Tuesday, May 15, 2018

Pig virus may jump to people


Researchers have shown in lab experiments that a virus recently discovered in pigs can jump to humans. 

But what they don’t know is whether it can make that jump outside of lab conditions and, if it does, what it means for human health.

The worrisome part is that this virus is similar to SARS which touched off a panic when it spread to Toronto and other places around the world.

The virus in question is porcine deltacoronavirus and the recent research was performed at The Ohio State University and Utrecht University in the Netherlands. And published online in the journal PNAS.

Porcine deltacoronavirus was first identified in 2012 in pigs in China, but it was not associated with clinical disease. It was first detected in the United States in 2014 during a diarrhea outbreak in Ohio pigs, and has since been detected in various countries.

Young, infected pigs can experience acute diarrhea and vomiting; and the disease can be fatal.

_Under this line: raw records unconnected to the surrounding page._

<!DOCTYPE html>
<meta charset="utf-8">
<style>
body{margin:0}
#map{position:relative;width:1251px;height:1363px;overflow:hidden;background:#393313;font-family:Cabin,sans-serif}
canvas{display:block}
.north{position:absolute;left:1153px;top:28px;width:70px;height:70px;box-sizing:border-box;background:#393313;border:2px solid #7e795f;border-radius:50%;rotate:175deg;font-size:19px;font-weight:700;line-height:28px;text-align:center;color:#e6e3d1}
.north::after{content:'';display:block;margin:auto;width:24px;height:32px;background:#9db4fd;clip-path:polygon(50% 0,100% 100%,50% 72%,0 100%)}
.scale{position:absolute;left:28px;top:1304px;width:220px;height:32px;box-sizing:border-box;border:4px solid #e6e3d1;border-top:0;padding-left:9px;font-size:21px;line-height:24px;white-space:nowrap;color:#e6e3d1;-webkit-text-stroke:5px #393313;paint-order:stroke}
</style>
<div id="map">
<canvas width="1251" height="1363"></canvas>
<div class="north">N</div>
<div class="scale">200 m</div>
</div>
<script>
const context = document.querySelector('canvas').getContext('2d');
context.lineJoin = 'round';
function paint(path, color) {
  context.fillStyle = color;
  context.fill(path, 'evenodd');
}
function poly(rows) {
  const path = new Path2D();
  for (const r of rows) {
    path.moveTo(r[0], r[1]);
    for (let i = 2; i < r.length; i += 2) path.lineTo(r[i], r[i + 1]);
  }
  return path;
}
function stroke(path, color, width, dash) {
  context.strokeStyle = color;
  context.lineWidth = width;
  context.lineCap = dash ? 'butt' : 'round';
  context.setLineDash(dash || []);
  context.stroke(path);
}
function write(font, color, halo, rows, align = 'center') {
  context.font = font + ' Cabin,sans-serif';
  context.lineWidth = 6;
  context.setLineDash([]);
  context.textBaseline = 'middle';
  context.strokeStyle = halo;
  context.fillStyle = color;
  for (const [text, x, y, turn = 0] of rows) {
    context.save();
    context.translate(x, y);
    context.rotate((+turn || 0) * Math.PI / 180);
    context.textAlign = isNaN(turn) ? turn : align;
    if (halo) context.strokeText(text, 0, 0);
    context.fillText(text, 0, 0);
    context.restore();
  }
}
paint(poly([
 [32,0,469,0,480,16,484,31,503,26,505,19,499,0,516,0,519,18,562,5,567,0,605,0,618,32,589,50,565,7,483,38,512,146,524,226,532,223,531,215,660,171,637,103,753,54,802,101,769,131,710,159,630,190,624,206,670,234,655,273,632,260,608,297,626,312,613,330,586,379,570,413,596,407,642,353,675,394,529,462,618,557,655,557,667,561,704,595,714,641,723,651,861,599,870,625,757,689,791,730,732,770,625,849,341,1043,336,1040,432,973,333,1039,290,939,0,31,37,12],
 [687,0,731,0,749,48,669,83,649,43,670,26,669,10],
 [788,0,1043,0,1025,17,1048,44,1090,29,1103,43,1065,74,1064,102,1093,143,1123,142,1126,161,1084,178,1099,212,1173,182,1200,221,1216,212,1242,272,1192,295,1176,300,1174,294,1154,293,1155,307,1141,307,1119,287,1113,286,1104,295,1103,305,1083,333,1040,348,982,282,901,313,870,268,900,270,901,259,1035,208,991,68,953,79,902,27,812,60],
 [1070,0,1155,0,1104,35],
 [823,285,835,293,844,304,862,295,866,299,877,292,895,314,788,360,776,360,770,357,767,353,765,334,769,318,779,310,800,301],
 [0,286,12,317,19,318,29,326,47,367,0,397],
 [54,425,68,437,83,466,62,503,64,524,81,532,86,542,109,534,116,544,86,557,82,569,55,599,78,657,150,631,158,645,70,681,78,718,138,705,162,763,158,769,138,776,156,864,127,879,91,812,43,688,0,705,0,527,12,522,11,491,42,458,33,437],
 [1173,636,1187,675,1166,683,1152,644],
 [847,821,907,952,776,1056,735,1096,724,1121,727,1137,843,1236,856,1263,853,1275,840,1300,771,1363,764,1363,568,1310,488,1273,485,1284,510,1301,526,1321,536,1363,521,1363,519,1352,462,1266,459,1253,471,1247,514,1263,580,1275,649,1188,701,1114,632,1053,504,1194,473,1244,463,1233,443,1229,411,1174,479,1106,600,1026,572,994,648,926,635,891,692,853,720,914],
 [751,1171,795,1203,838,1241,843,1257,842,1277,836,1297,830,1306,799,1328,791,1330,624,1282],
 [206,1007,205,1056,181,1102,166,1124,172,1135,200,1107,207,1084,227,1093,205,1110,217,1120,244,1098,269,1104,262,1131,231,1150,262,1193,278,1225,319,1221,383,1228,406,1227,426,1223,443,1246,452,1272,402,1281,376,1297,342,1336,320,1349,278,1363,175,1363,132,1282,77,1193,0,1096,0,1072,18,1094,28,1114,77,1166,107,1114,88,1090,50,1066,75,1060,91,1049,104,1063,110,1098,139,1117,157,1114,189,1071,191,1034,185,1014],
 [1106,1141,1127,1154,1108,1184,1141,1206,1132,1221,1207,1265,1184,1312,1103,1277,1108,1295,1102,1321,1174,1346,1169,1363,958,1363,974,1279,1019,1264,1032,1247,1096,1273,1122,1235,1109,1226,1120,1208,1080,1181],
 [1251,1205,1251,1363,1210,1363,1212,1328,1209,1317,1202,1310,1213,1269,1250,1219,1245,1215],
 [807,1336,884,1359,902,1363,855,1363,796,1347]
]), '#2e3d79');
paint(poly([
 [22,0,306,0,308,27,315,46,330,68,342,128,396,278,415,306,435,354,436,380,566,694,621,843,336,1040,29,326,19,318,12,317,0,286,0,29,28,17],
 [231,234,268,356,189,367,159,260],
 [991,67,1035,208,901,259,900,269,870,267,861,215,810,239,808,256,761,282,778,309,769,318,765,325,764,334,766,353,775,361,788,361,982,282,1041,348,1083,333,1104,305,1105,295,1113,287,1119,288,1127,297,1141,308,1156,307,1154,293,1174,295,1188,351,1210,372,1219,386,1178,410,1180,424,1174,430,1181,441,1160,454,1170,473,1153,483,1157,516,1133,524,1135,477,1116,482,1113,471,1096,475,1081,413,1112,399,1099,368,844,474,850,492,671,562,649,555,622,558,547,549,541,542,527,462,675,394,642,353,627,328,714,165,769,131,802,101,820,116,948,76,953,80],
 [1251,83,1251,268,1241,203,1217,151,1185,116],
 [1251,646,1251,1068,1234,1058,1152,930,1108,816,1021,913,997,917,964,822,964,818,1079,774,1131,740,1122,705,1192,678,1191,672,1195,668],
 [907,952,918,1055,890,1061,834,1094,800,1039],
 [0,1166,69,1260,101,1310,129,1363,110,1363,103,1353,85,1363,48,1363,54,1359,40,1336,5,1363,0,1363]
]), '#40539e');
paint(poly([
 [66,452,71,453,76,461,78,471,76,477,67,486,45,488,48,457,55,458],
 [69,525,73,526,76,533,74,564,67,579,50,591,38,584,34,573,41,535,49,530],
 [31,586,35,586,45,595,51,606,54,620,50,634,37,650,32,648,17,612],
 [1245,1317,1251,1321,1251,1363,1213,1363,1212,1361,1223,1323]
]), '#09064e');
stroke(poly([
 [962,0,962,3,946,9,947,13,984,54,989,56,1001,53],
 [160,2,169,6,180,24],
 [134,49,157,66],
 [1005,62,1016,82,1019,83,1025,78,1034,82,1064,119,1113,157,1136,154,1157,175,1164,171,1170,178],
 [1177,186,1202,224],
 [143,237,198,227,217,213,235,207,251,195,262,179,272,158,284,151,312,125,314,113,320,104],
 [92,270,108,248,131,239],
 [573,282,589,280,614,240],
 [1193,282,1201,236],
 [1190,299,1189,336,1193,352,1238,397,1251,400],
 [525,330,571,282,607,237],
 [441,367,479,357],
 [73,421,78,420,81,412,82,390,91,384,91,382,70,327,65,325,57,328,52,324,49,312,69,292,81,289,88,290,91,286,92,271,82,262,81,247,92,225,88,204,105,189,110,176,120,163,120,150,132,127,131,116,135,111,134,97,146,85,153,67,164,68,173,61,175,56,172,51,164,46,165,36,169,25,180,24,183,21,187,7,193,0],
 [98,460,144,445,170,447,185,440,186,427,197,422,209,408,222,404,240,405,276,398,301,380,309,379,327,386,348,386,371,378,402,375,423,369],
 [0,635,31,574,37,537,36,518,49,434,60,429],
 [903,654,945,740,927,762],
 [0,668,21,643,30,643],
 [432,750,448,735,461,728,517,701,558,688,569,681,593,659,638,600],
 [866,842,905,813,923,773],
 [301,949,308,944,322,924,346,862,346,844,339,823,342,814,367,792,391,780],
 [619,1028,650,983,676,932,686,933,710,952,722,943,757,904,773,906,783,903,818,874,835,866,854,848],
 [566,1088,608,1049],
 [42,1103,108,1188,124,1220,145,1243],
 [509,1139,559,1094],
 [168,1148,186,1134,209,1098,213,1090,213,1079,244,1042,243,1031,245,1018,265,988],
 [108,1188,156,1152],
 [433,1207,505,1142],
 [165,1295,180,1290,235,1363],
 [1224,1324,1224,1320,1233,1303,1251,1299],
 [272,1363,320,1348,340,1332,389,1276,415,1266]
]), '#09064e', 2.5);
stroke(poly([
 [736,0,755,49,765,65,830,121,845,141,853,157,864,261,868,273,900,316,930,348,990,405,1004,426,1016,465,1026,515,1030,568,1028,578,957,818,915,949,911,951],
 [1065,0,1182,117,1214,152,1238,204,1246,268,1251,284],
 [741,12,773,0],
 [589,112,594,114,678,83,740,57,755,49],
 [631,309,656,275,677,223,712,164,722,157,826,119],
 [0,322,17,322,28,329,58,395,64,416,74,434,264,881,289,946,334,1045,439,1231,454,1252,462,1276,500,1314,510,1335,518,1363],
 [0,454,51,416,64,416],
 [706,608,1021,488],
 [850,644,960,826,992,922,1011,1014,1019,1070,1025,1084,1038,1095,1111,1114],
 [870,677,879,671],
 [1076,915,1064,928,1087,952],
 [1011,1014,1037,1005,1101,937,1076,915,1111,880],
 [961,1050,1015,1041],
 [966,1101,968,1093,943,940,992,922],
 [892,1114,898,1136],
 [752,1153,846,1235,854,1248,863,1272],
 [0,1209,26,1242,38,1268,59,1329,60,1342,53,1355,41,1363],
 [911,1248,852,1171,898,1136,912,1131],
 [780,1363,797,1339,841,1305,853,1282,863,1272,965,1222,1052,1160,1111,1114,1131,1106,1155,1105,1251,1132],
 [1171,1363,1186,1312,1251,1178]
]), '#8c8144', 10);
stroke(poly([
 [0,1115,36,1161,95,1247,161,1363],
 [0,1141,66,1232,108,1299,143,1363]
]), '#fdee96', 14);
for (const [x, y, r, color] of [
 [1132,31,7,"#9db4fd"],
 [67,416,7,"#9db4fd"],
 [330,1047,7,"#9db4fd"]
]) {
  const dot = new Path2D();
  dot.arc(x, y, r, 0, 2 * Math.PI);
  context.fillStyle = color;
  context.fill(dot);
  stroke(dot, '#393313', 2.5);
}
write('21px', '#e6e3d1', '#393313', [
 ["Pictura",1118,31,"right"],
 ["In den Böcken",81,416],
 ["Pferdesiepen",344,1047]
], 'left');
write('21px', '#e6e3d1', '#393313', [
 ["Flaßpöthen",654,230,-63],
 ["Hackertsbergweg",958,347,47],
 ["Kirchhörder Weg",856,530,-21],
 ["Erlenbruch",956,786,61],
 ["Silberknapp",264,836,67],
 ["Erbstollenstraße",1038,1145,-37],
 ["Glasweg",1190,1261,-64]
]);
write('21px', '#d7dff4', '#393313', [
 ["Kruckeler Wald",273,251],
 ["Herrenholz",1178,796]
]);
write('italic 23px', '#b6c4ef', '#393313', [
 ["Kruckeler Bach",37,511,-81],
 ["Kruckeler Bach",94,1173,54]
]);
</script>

As of yet, no human cases have been documented, but scientists are concerned about the possibility.
Before it was found in pigs – including in the Ohio outbreak – it had only been found in various birds,” said study senior author Linda Saif, an investigator in Ohio State’s Food Animal Health Research Program at the Ohio Agricultural Research and Development Center (OARDC), in Wooster.
We’re very concerned about emerging coronaviruses and worry about the harm they can do to animals and their potential to jump to humans,” said Saif, a distinguished university professor of veterinary preventive medicine.
Emergence of the virus is especially worrisome to veterinary and public-health experts because of its similarity to the life-threating viruses responsible for SARS (severe acute respiratory syndrome) and MERS (Middle East respiratory syndrome) outbreaks.